According to Sara Hooker, a former Google Brain researcher who currently runs the nonprofit research lab Cohere for AI, the AI industry is “in this really interesting hardware stage.”
Ten years ago, she explains, AI’s massive breakthrough was really a hardware breakthrough. “Deep neural networks did not work until GPUs, which were used for video games [and] were just repurposed for deep neural networks,” she said.
The change, she added, was almost instantaneous. “Overnight, what took 13,000 CPUs overnight took two GPUs,” she said. “That was how dramatic it was.”
It’s very likely that there’s other ways of representing the world that could be equally powerful as digital, she said. “If even one of these data directions starts to show progress, it can unlock a lot of both efficiency as well as different ways of learning representations,” she explained. “That’s what makes it worthwhile for labs to back them.”
Hooker, whose 2020 essay “The Hardware Lottery” explored the reasons why various hardware tools have succeeded and failed, says the success of GPUs for deep neural networks was “actually a bizarre, lucky coincidence – it was winning the lottery.”
GPUs, she explained, were never designed for machine learning — they were developed for video games. So much of the adoption of GPUs for AI use “depended upon the right moment of alignment between progress on the hardware side and progress on the modeling side,” she said. “Making more hardware options available is the most important ingredient because it allows for more unexpected moments where you see those breakthroughs.”
Analog AI, however, isn’t the only option researchers are looking at when it comes to reducing the costs and carbon emissions of AI. Researchers are placing bets on other areas like field-programmable gate arrays (FPGAs) as application-specific accelerators in data centers, that can reduce energy consumption and increase operating speed. There are also efforts to improve software, she explained.
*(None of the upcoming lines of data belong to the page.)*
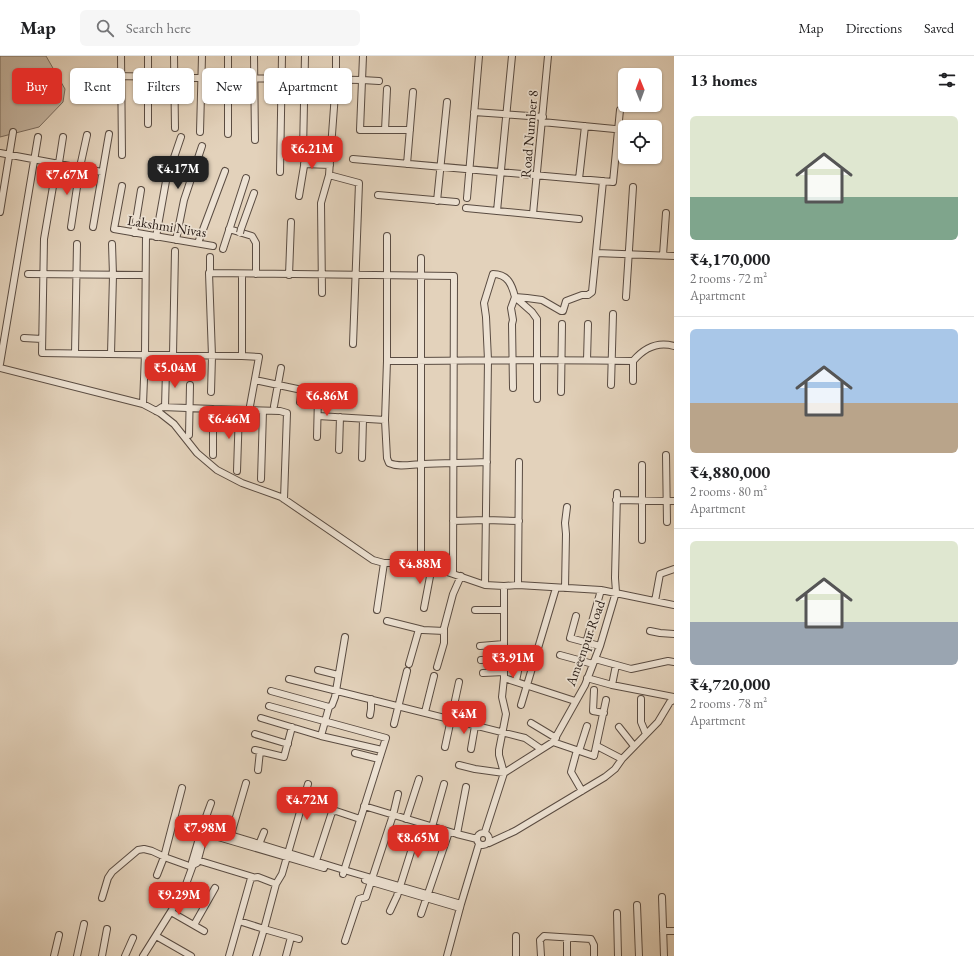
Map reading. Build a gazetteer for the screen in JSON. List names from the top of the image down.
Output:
{
  "streets": {
    "street": ["Road Number 8", "Lakshmi Nivas", "Ameenpur Road"]
  },
  "north": "top",
  "page": {
    "header": "Map",
    "search": "Search here",
    "nav": ["Map", "Directions", "Saved"],
    "heading": "13 homes",
    "chip": [
      "Buy",
      "Rent",
      "Filters",
      "New",
      "Apartment"
    ],
    "list": [
      {
        "name": "₹4,170,000",
        "note": "2 rooms · 72 m² · Apartment"
      },
      {
        "name": "₹4,880,000",
        "note": "2 rooms · 80 m² · Apartment"
      },
      {
        "name": "₹4,720,000",
        "note": "2 rooms · 78 m² · Apartment"
      }
    ],
    "price": [
      "₹6.21M",
      "₹4.17M",
      "₹7.67M",
      "₹5.04M",
      "₹6.86M",
      "₹6.46M",
      "₹4.88M",
      "₹3.91M",
      "₹4M",
      "₹4.72M",
      "₹7.98M",
      "₹8.65M",
      "₹9.29M"
    ]
  }
}
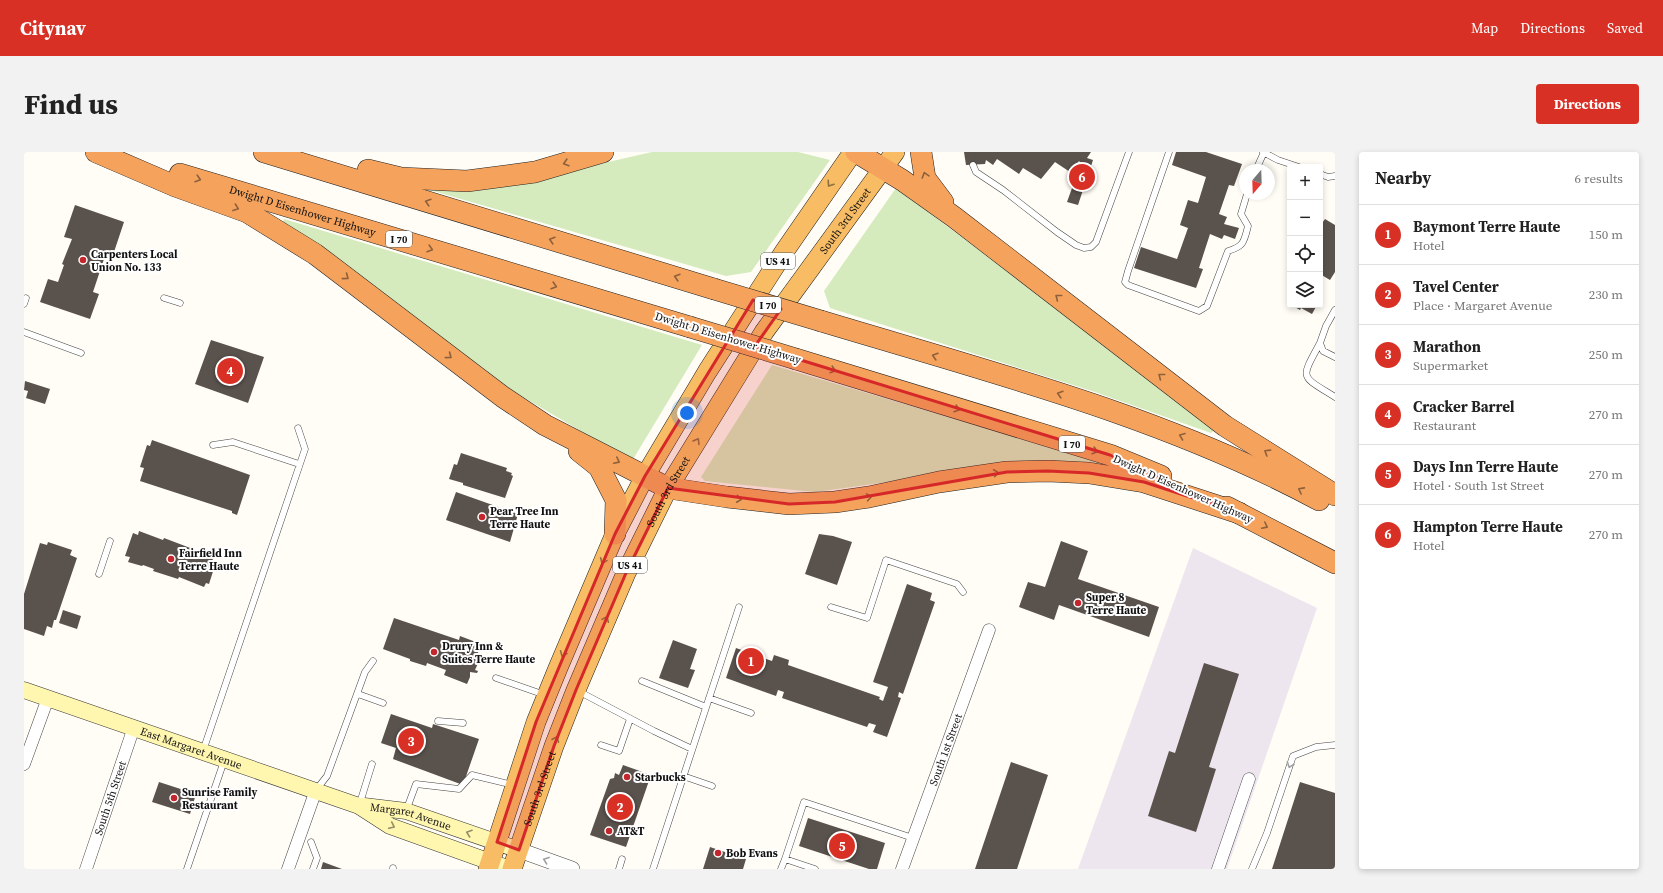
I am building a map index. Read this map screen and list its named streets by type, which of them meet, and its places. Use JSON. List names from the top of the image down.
{
  "streets": {
    "highway": [
      "Dwight D Eisenhower Highway",
      "South 3rd Street",
      "I 70",
      "US 41"
    ],
    "main road": ["East Margaret Avenue", "Margaret Avenue"],
    "street": ["South 1st Street", "South 5th Street"]
  },
  "crossings": [
    ["South 3rd Street", "Margaret Avenue"],
    ["US 41", "Margaret Avenue"],
    ["East Margaret Avenue", "South 5th Street"],
    ["East Margaret Avenue", "Margaret Avenue"]
  ],
  "places": [
    "Carpenters Local Union No. 133",
    "Pear Tree Inn Terre Haute",
    "Fairfield Inn Terre Haute",
    "Super 8 Terre Haute",
    "Drury Inn & Suites Terre Haute",
    "Starbucks",
    "Sunrise Family Restaurant",
    "AT&T",
    "Bob Evans"
  ],
  "north": "bottom",
  "page": {
    "header": "Citynav",
    "nav": ["Map", "Directions", "Saved"],
    "buttons": "Directions",
    "title": "Find us",
    "heading": ["Nearby", "6 results"],
    "pins": [
      "6",
      "4",
      "1",
      "3",
      "2",
      "5"
    ],
    "map_buttons": ["+", "−"],
    "list": [
      {
        "mark": "1",
        "name": "Baymont Terre Haute",
        "note": "Hotel",
        "value": "150 m"
      },
      {
        "mark": "2",
        "name": "Tavel Center",
        "note": "Place · Margaret Avenue",
        "value": "230 m"
      },
      {
        "mark": "3",
        "name": "Marathon",
        "note": "Supermarket",
        "value": "250 m"
      },
      {
        "mark": "4",
        "name": "Cracker Barrel",
        "note": "Restaurant",
        "value": "270 m"
      },
      {
        "mark": "5",
        "name": "Days Inn Terre Haute",
        "note": "Hotel · South 1st Street",
        "value": "270 m"
      },
      {
        "mark": "6",
        "name": "Hampton Terre Haute",
        "note": "Hotel",
        "value": "270 m"
      }
    ]
  }
}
Analog, she said, “is one of the riskier bets.”
Still, risks have to be taken, Hooker said. When asked whether she thought the big tech companies are supporting analog and other types of alternative nondigital AI future, she said, “One hundred percent. There is a clear motivation,” adding that what is lacking is sustained government investment in a long-term hardware landscape.
“It’s always been tricky when investment rests solely on companies, because it’s so risky,” she said. “It often has to be part of a nationalist strategy for it to be a compelling long-term bet.”
Hooker said she wouldn’t place her own bet on widespread analog AI hardware adoption, but insists the research efforts good for the ecosystem as a whole.
“It’s kind of like the initial NASA flight to the moon,” she said. “There’s so many scientific breakthroughs that happen just by having an objective.
And there is an expiration date on the industry’s current approach, she cautioned: “There’s an understanding among people in the field that there has to be some bet on more riskier projects.”
The NTT researchers made clear that the earliest, narrowest applications of their analog AI work will take at least 5-10 years to come to fruition – and even then will likely be used first for specific applications such as at the edge.
“I think the most near-term applications will happen on the edge, where there are less resources, where you might not have as much power,” said Onodera. “I think that’s really where there’s the most potential.”
One of the things the team is thinking about is which types of physical systems will be the most scalable and offer the biggest advantage in terms of energy efficiency and speed. But in terms of entering the deep learning infrastructure, it will likely happen incrementally, Wright said.
“I think it would just slowly come into the market, with a multilayered network with maybe the front end happening on the analog domain,” he said. “I think that’s a much more sustainable approach.”